The NFL’s consistent inconsistency continues regarding the decision to suspend Panthers linebacker Thomas Davis two games.
One game would have made sense, given the precedent established two weeks ago when the league suspended Steelers receiver JuJu Smith-Schuster for an illegal hit on Bengals linebacker Vontaze Burfict. Two games seems excessive.
At first blush, there was a chance Davis wouldn’t be suspended at all, because the illegal hit on Packers receiver Davante Adams came not during a prime-time game but within the cluster of 1:00 p.m. ET kickoffs. After all, Smith-Schuster’s suspension supposedly arose not only from the hit but also from the fact that he taunted Burfict. Balancing that, from the perspective of a one-game suspension, was the fact that Davis was fined $48,620 last month for an illegal hit.
Still, two games seems excessive for a hit that occurred during a play, especially with Patriots tight end Rob Gronkowski getting only one game for a post-play pounce on the head of Bills cornerback Tre'Davious White.
Predictability, consistency, fairness. None of that seems to apply when it comes to meting out discipline for on-field rules violations.
Yes, there’s an independent review process. But there isn’t a stubborn commitment to generating decision after decision that harmonizes in a way that would allow someone on the outside to look at a given hit and know right away what the punishment will be.

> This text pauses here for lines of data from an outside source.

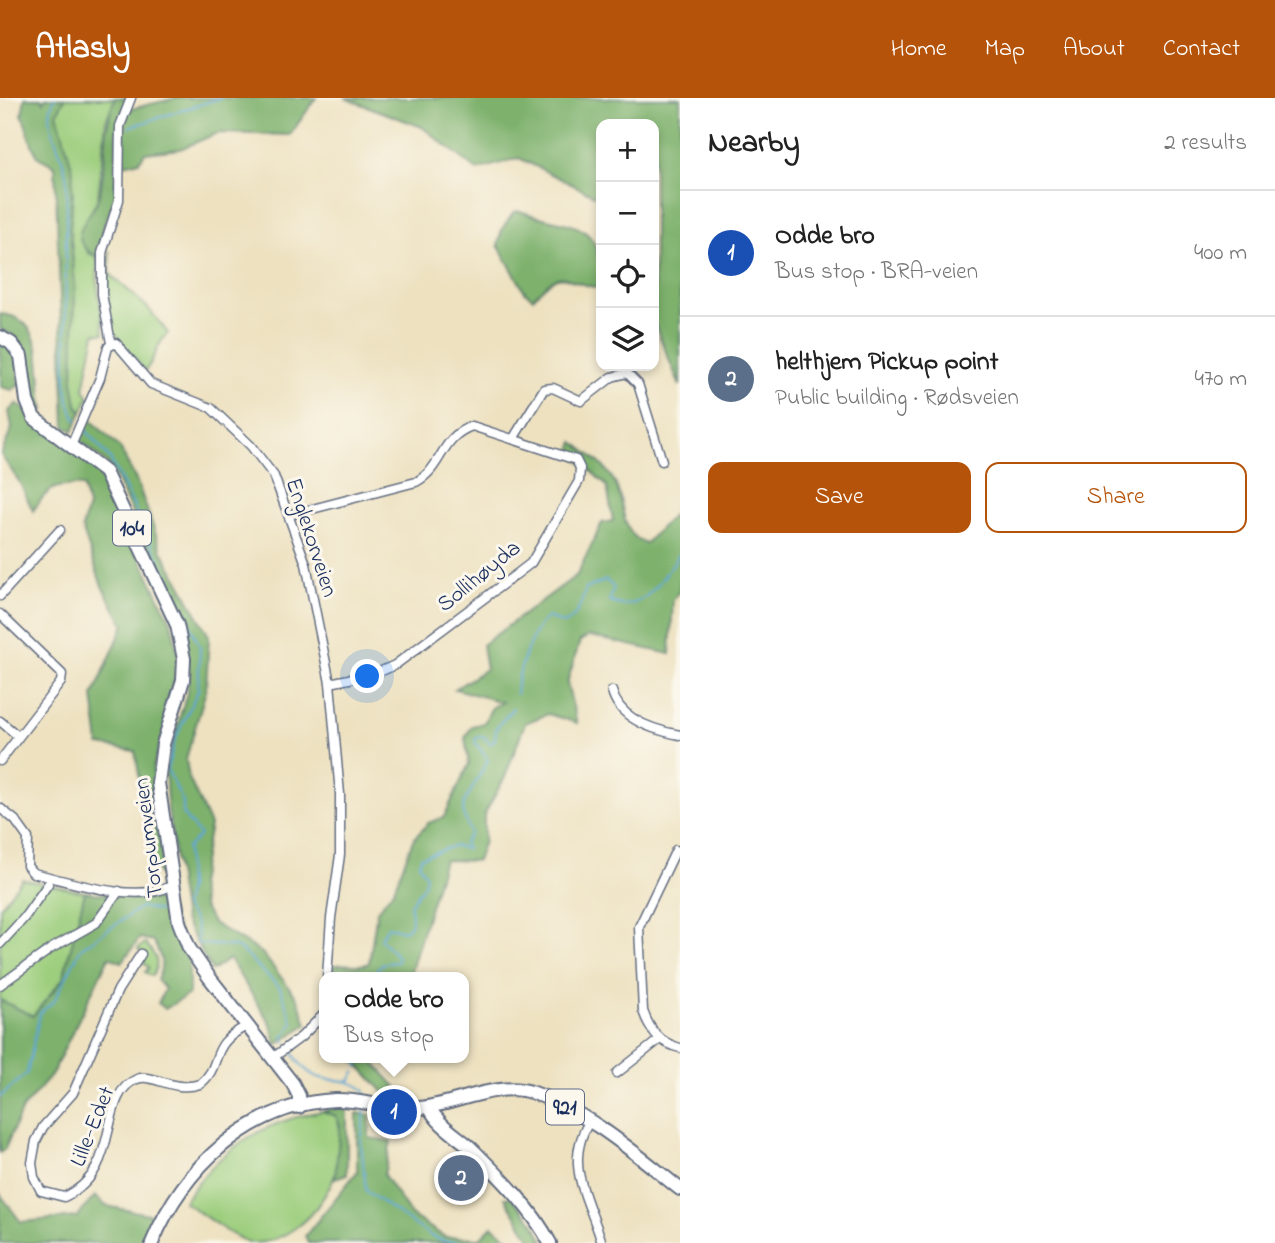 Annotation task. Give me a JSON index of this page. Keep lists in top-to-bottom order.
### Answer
{
  "streets": {
    "main road": ["104", "Torpumveien", "921"],
    "street": ["Englekorveien", "Sollihøyda", "Lille-Edet"]
  },
  "crossings": [
    ["Englekorveien", "Sollihøyda"],
    ["Torpumveien", "Lille-Edet"]
  ],
  "page": {
    "header": "Atlasly",
    "nav": [
      "Home",
      "Map",
      "About",
      "Contact"
    ],
    "heading": ["Nearby", "2 results"],
    "map_buttons": ["+", "−"],
    "list": [
      {
        "mark": "1",
        "name": "Odde bro",
        "note": "Bus stop · BRA-veien",
        "value": "400 m"
      },
      {
        "mark": "2",
        "name": "helthjem Pickup point",
        "note": "Public building · Rødsveien",
        "value": "470 m"
      }
    ],
    "buttons": ["Save", "Share"],
    "popup": ["Odde bro", "Bus stop"],
    "pins": ["1", "2"]
  }
}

Tuesday’s appeal hearing could reduce the Davis suspension to one game. And maybe the league went with two to get the final decision down to one. Regardless, it shouldn’t be this way; when a player yanks an opponent’s facemask, everyone knows the penalty is 15 yards of field position. When a player applies an illegal helmet-to-helmet hit on an opponent, everyone should know the outcome, too.